Stored items:
........

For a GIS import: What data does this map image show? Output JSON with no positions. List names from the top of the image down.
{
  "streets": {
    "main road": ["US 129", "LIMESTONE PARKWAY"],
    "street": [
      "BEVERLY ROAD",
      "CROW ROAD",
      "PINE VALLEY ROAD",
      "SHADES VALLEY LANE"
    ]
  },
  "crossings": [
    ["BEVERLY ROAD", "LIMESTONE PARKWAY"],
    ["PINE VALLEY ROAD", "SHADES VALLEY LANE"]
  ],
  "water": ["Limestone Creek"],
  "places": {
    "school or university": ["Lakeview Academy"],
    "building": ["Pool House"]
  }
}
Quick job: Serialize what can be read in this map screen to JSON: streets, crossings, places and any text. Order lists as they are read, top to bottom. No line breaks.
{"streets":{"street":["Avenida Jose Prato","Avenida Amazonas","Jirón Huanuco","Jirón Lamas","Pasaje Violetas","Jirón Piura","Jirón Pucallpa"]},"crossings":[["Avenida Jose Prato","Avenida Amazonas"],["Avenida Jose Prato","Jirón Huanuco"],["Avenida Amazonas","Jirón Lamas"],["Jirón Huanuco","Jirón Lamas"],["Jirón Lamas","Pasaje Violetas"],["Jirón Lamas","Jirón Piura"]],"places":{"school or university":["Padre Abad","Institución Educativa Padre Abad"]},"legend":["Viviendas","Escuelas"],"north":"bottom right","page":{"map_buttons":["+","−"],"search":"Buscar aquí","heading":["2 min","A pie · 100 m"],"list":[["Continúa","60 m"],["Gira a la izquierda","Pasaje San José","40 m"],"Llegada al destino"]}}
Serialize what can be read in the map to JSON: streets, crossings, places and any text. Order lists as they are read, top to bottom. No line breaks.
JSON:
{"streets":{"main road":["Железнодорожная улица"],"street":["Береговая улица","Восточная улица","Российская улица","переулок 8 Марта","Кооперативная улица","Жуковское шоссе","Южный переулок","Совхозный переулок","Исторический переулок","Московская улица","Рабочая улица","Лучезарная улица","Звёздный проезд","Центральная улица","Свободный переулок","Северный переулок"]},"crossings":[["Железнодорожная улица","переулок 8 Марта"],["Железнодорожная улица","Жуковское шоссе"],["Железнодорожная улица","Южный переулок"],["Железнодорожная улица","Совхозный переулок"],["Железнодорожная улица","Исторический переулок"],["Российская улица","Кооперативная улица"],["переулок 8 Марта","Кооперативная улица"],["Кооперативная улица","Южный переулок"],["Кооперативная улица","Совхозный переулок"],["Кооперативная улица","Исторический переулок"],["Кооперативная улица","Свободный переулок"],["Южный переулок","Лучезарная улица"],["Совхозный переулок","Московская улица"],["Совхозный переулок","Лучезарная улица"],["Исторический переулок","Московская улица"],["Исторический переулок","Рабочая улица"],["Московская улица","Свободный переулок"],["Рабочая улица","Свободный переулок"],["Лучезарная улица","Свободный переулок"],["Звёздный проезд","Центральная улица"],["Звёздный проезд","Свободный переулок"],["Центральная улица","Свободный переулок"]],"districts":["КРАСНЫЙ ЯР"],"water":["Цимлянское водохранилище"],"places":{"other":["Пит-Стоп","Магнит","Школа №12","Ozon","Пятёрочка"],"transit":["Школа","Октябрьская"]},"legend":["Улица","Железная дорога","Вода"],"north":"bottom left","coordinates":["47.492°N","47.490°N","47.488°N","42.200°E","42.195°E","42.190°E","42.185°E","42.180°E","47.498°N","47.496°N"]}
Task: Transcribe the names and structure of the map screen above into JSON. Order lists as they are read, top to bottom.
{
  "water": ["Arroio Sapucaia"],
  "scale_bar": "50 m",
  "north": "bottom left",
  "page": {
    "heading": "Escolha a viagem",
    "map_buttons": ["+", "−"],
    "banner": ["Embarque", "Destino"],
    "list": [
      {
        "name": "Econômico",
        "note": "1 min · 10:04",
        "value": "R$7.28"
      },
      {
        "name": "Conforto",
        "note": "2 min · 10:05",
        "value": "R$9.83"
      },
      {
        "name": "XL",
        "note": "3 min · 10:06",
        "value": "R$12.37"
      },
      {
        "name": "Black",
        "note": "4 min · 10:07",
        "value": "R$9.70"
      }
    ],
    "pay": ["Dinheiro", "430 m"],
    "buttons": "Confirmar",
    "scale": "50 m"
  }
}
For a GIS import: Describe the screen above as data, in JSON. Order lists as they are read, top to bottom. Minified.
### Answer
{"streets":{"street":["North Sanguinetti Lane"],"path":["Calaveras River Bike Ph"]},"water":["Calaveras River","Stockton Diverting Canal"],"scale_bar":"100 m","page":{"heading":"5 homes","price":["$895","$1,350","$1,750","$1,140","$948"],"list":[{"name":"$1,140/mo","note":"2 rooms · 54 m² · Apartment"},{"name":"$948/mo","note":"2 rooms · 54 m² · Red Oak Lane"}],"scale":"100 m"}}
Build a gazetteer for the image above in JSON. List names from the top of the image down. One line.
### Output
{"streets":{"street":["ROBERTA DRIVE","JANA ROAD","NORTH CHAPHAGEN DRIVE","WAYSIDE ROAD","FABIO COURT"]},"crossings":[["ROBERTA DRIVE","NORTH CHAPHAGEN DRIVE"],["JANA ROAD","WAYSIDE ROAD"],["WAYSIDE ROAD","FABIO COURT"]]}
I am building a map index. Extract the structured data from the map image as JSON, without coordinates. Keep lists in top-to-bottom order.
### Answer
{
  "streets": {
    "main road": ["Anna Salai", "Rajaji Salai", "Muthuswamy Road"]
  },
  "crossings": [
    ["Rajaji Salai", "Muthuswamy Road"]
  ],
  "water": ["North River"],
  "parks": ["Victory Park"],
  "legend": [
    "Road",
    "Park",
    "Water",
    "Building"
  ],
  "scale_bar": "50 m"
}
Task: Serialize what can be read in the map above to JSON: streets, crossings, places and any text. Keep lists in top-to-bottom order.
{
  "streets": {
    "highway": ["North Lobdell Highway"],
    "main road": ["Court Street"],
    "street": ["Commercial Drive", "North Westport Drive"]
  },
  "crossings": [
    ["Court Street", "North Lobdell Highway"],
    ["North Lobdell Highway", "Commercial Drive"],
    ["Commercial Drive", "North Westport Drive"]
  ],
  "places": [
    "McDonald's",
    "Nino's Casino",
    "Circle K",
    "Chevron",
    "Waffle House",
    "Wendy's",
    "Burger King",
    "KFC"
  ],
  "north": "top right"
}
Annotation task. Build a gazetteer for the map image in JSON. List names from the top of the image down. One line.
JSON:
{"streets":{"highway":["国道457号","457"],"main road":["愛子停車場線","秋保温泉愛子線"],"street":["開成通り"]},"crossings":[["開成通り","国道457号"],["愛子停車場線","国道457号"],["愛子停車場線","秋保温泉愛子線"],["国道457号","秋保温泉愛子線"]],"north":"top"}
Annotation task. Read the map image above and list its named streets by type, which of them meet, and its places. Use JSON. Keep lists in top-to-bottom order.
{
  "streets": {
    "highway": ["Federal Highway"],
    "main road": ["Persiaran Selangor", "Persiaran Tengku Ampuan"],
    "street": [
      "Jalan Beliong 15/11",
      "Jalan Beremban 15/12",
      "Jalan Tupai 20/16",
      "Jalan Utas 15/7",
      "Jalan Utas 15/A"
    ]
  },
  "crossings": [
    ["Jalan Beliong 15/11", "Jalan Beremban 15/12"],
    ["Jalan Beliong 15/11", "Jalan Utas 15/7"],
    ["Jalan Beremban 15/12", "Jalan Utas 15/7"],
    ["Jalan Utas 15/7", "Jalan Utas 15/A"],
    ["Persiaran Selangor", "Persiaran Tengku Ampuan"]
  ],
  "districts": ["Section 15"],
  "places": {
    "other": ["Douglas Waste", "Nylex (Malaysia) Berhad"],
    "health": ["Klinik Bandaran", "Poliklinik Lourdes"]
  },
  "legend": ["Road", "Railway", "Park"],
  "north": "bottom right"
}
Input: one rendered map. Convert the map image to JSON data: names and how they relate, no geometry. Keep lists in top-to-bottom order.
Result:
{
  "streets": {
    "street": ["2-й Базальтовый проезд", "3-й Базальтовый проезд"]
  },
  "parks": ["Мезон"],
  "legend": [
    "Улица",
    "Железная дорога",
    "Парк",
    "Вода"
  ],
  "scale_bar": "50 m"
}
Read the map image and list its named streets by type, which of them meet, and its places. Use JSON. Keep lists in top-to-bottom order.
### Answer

........

Assignment:
Please output exactly the lines between the one holding "Quick job: Serialize" and the one holding "Serialize what can be read in the map to" in the records above, inclusive, and nothing more.

Task result:
Quick job: Serialize what can be read in this map screen to JSON: streets, crossings, places and any text. Order lists as they are read, top to bottom. No line breaks.
{"streets":{"street":["Avenida Jose Prato","Avenida Amazonas","Jirón Huanuco","Jirón Lamas","Pasaje Violetas","Jirón Piura","Jirón Pucallpa"]},"crossings":[["Avenida Jose Prato","Avenida Amazonas"],["Avenida Jose Prato","Jirón Huanuco"],["Avenida Amazonas","Jirón Lamas"],["Jirón Huanuco","Jirón Lamas"],["Jirón Lamas","Pasaje Violetas"],["Jirón Lamas","Jirón Piura"]],"places":{"school or university":["Padre Abad","Institución Educativa Padre Abad"]},"legend":["Viviendas","Escuelas"],"north":"bottom right","page":{"map_buttons":["+","−"],"search":"Buscar aquí","heading":["2 min","A pie · 100 m"],"list":[["Continúa","60 m"],["Gira a la izquierda","Pasaje San José","40 m"],"Llegada al destino"]}}
Serialize what can be read in the map to JSON: streets, crossings, places and any text. Order lists as they are read, top to bottom. No line breaks.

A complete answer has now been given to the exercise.